Your husband should be defending you rather than the neighbor.

However, I do wonder why you keep interacting with this person when he clearly despises you. What is in it for you?


----------



## southbound (Oct 31, 2010)

I say you are not in the wrong; however, there must be a cultural difference here. Apparently, even though it seems harsh, it must be perceived more light heartedly by both sides than it would be with me. 

I never try to play a tough guy, but if someone talked that way to me or anyone in my family on my property, that would be his last trip to my house and the last time he borrowed my truck. 

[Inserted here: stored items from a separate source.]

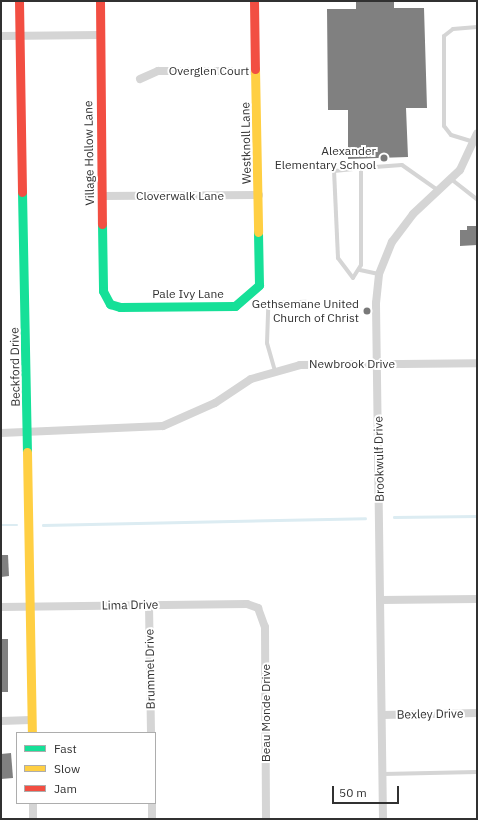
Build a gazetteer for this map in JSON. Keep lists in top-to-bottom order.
{
  "streets": {
    "street": [
      "Overglen Court",
      "Westknoll Lane",
      "Village Hollow Lane",
      "Cloverwalk Lane",
      "Pale Ivy Lane",
      "Newbrook Drive",
      "Beckford Drive",
      "Brookwulf Drive",
      "Lima Drive",
      "Brummel Drive",
      "Beau Monde Drive",
      "Bexley Drive"
    ]
  },
  "crossings": [
    ["Overglen Court", "Westknoll Lane"],
    ["Westknoll Lane", "Cloverwalk Lane"],
    ["Westknoll Lane", "Pale Ivy Lane"],
    ["Village Hollow Lane", "Cloverwalk Lane"],
    ["Village Hollow Lane", "Pale Ivy Lane"],
    ["Newbrook Drive", "Beckford Drive"],
    ["Newbrook Drive", "Brookwulf Drive"],
    ["Beckford Drive", "Lima Drive"],
    ["Brookwulf Drive", "Bexley Drive"],
    ["Lima Drive", "Brummel Drive"],
    ["Lima Drive", "Beau Monde Drive"]
  ],
  "places": ["Alexander Elementary School", "Gethsemane United Church of Christ"],
  "legend": ["Fast", "Slow", "Jam"],
  "scale_bar": "50 m"
}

As I said, perhaps there is a difference in culture. I have come to realize that some people drop the f bomb and it's just normal, but it's not with me or my friends.


----------



## SunCMars (Feb 29, 2016)

Where do these Fruit Loops come from?

Who is spreading these weeds?

Hus-banned, and Neigh-bore! :grin2:

Dik Weeds!


----------



## Satya (Jun 22, 2012)

Why exactly do you stay in contact with this person, let alone allow him on your property?


----------



## NobodySpecial (Nov 22, 2013)

AprilFool said:


> A few months back, our neighbor came over and started talking about he and his wife only having one car, due to unforeseen circumstances at that time. I mentioned to him that he needs to buy a pick up truck (he always uses ours to pick up bulky items, firewood, etc.) His reply to me was "F*** Off". My husband said nothing to him. About a month later, he was in my garage, and I was kidding with him about something, his reply was "SHUT UP". Again, nothing from my husband.


Personally, I would not expect my husband to say something. He would not wind up with the chance because *I* would. It would be something like, yah, jerk face, good luck boring our truck anymore if you are going to be a raging a-you know what.

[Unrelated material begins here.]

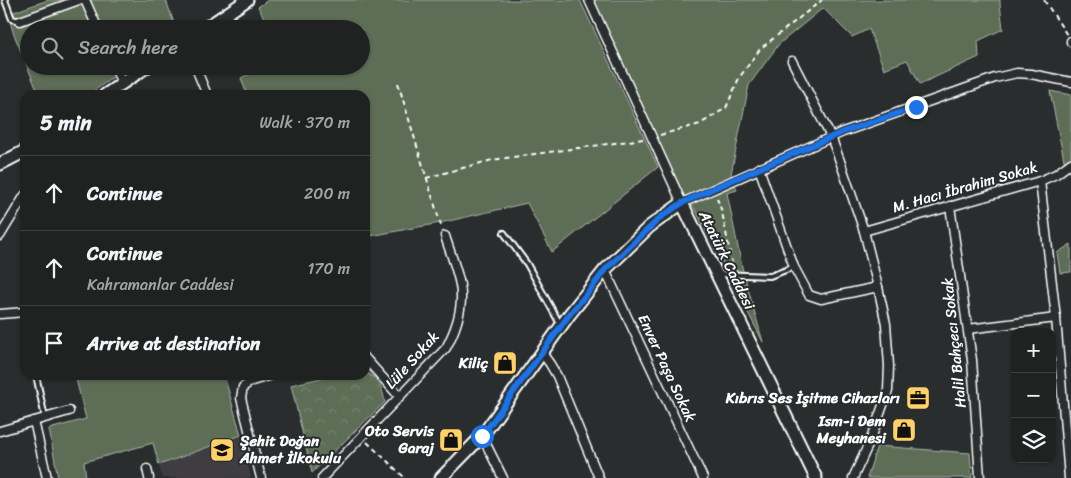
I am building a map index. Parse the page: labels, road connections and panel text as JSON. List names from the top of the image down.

> I told him it was my house and I don't have to shut up in my house.


YES.



> Just yesterday, I figured I'm going to give him some crap back to him because he deserves it, so I joked with him about his college team losing on Saturday and said "Go ______". MY husband told me to stop and this neighbor again told me to "F*** Off". I asked my husband hours later why he told me to stop but said nothing to the neighbor? His reply was, I started it. Did I deserve to be told to "F*** Off" twice and to be told to shut up? Should I have been defended? My husband now tells me that the neighbor was just kidding, and that I instigated him. In what way???? I am so mad that my husband defended the neighbor over me.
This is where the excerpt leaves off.